EXERCISE INSTRUCTIONS:
Pull out each line of the records holding the string "bottom".

MATERIAL FOR THIS TASK:

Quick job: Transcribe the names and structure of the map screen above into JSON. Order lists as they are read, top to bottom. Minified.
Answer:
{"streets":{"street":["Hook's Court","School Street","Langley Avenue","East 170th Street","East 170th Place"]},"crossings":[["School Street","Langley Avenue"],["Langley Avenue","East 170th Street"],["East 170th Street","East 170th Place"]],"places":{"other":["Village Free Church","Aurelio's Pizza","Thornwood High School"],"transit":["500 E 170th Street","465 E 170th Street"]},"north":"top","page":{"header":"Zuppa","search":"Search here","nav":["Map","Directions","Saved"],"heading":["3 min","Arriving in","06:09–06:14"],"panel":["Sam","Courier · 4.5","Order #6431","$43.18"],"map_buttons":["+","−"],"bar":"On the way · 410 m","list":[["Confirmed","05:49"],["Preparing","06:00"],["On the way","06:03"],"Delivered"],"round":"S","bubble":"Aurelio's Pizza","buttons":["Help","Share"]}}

--

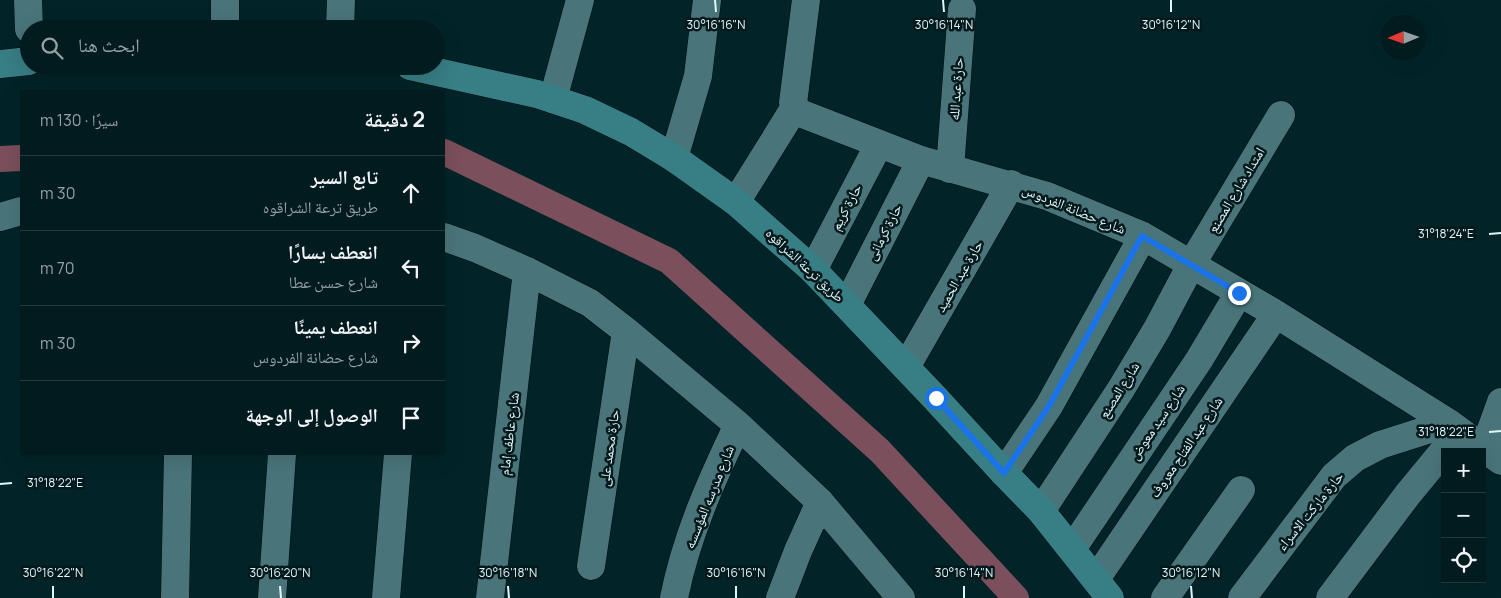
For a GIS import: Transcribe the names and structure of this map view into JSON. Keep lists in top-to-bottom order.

RESULT FOR THIS TASK:
Quick job: Transcribe the names and structure of the map screen above into JSON. Order lists as they are read, top to bottom. Minified.
For a GIS import: Transcribe the names and structure of this map view into JSON. Keep lists in top-to-bottom order.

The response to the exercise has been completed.